» **Assignment**: Report every line of the records that contains the word "image".

» **Stored data**:
——
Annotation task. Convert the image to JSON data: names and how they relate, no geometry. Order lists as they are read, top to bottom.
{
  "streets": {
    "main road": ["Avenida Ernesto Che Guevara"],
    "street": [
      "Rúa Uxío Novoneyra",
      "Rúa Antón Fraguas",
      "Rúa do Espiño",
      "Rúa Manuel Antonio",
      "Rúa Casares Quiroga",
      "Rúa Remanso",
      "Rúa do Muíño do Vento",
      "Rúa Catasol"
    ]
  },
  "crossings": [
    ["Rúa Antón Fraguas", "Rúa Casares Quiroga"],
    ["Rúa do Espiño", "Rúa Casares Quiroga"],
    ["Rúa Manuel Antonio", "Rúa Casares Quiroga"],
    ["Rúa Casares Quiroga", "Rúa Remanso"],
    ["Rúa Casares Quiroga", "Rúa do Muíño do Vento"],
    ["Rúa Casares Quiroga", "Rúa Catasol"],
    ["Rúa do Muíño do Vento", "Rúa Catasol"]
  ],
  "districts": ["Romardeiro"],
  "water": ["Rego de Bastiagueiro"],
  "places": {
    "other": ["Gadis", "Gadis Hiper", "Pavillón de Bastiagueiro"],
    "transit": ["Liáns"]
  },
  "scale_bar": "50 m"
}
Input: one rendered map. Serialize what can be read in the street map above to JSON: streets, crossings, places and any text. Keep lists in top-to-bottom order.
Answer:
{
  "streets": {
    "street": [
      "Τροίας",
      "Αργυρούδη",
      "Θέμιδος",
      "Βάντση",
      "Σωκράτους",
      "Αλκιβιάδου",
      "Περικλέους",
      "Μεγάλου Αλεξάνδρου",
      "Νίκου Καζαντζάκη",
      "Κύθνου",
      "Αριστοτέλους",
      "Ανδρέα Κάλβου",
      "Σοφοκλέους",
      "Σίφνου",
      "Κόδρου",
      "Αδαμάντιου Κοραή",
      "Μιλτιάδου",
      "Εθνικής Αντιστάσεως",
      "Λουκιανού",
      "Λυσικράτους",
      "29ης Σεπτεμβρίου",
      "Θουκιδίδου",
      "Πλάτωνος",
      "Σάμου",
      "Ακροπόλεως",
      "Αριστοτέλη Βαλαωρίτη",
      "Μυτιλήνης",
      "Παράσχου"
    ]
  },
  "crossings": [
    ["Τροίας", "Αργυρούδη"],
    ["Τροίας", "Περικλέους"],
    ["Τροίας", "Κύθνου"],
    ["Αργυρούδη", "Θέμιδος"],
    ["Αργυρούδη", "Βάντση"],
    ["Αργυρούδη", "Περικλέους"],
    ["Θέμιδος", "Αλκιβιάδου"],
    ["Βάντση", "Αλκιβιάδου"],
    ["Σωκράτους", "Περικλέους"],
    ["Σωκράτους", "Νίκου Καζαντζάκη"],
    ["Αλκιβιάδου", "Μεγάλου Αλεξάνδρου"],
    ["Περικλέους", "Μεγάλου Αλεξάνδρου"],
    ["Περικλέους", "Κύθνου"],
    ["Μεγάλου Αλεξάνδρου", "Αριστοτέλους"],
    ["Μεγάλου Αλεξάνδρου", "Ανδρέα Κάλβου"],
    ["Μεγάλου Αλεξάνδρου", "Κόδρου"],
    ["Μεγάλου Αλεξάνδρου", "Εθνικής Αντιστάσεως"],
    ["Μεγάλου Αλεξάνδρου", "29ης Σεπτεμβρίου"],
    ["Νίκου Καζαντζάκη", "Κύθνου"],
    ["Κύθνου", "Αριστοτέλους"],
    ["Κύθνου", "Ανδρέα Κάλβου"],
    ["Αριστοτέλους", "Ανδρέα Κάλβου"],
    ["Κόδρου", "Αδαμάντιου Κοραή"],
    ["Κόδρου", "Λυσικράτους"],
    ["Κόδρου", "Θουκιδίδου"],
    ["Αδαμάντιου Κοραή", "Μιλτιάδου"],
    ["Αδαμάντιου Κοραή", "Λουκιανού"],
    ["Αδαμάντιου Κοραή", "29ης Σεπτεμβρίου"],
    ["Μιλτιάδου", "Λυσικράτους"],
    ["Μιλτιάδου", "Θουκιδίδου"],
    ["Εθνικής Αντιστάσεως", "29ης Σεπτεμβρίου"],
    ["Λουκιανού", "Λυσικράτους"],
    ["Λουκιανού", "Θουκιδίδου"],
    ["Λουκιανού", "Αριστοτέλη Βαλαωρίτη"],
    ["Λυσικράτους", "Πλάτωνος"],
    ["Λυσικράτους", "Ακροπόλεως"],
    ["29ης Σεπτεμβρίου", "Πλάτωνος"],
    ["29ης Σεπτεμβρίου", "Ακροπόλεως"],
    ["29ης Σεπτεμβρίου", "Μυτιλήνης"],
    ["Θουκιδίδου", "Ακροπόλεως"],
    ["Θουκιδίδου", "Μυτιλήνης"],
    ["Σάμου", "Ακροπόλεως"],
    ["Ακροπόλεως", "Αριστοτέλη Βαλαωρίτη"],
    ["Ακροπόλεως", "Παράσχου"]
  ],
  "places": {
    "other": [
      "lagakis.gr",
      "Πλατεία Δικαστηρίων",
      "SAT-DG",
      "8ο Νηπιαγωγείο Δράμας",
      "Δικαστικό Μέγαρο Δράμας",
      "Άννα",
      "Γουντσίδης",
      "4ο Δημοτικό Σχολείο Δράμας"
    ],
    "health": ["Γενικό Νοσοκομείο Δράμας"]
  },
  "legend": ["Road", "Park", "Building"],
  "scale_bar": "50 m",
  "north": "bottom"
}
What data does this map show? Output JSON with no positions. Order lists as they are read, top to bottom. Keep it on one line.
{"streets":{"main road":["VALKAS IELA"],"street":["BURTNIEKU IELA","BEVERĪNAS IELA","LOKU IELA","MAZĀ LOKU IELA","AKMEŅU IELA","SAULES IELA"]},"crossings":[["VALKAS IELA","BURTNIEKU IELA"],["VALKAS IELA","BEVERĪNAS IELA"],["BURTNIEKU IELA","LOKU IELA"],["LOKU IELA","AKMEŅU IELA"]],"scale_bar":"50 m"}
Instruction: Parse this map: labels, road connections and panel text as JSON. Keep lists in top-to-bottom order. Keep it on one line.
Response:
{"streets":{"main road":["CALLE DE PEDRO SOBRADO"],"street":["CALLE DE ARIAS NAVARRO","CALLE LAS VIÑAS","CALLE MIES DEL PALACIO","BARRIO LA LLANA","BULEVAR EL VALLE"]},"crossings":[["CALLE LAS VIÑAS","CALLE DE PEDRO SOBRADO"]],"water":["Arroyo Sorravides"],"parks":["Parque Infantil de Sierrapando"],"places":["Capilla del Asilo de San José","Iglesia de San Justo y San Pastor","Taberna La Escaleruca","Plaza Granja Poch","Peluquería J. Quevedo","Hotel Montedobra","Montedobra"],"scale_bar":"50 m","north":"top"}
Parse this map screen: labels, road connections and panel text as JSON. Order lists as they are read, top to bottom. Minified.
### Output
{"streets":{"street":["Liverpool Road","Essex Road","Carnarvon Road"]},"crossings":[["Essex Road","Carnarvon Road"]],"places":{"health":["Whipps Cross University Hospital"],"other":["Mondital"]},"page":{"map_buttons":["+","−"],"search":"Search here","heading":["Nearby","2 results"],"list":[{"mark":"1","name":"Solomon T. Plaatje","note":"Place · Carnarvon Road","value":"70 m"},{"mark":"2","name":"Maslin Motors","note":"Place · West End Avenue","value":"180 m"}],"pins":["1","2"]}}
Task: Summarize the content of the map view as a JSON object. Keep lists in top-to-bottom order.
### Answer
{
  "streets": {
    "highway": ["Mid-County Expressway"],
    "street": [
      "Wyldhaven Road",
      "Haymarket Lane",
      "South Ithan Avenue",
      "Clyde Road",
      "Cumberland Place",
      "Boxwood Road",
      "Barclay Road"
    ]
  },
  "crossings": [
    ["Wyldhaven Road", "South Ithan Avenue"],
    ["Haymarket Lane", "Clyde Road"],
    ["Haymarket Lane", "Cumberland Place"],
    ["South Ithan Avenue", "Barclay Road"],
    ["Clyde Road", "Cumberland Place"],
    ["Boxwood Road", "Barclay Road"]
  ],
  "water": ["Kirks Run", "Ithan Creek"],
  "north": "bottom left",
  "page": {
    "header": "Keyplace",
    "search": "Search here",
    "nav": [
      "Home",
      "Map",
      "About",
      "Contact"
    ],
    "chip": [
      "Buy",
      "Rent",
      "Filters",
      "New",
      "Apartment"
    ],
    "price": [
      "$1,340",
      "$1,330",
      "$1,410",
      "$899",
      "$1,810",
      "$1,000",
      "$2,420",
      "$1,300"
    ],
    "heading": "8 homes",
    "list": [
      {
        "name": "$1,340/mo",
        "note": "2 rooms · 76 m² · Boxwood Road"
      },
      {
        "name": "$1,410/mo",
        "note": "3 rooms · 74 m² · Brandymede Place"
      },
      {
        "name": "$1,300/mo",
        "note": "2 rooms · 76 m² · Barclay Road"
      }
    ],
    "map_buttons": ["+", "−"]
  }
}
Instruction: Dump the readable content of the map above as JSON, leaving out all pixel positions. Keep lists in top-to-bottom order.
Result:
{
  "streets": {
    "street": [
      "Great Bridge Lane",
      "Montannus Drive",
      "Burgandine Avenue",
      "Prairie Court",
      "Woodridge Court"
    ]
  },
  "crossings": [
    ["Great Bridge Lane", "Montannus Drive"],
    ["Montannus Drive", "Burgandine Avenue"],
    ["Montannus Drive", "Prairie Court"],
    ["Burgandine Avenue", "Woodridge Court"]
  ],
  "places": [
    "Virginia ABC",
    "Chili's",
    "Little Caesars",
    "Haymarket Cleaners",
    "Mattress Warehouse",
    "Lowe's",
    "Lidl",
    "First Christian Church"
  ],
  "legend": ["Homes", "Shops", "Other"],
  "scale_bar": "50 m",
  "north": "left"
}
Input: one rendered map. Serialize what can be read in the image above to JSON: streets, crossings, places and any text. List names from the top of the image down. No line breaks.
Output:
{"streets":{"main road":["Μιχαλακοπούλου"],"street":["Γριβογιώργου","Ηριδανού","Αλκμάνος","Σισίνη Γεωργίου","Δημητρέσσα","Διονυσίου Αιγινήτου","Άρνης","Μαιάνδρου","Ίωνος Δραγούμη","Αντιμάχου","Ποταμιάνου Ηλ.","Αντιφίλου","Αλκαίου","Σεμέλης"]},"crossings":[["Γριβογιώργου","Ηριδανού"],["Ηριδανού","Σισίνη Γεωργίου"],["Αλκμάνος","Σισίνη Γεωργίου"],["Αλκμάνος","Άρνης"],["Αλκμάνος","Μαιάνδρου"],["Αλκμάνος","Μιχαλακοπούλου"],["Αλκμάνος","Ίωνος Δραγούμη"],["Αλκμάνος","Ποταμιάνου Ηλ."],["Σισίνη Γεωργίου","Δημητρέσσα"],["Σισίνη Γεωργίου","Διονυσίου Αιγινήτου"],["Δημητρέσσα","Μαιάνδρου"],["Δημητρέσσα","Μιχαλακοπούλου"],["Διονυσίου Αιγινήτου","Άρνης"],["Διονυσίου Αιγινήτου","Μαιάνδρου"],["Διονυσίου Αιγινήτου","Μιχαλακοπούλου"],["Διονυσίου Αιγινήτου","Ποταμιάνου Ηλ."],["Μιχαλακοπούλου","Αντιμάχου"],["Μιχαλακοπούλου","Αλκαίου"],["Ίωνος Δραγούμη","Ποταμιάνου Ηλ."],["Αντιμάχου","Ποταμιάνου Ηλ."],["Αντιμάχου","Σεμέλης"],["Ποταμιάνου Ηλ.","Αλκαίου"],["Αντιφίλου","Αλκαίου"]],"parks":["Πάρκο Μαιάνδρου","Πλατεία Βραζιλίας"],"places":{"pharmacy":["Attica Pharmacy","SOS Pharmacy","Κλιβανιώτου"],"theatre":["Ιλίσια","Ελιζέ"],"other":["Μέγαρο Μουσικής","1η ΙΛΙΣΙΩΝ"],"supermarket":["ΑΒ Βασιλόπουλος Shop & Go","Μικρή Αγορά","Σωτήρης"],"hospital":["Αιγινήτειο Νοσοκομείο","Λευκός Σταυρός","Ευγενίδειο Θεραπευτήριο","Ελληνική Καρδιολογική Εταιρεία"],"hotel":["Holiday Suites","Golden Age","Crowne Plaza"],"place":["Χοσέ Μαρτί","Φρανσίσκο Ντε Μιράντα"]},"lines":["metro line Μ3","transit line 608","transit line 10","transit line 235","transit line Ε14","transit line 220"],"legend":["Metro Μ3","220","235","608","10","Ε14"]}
——
» **Response below**:
Annotation task. Convert the image to JSON data: names and how they relate, no geometry. Order lists as they are read, top to bottom.
Input: one rendered map. Serialize what can be read in the image above to JSON: streets, crossings, places and any text. List names from the top of the image down. No line breaks.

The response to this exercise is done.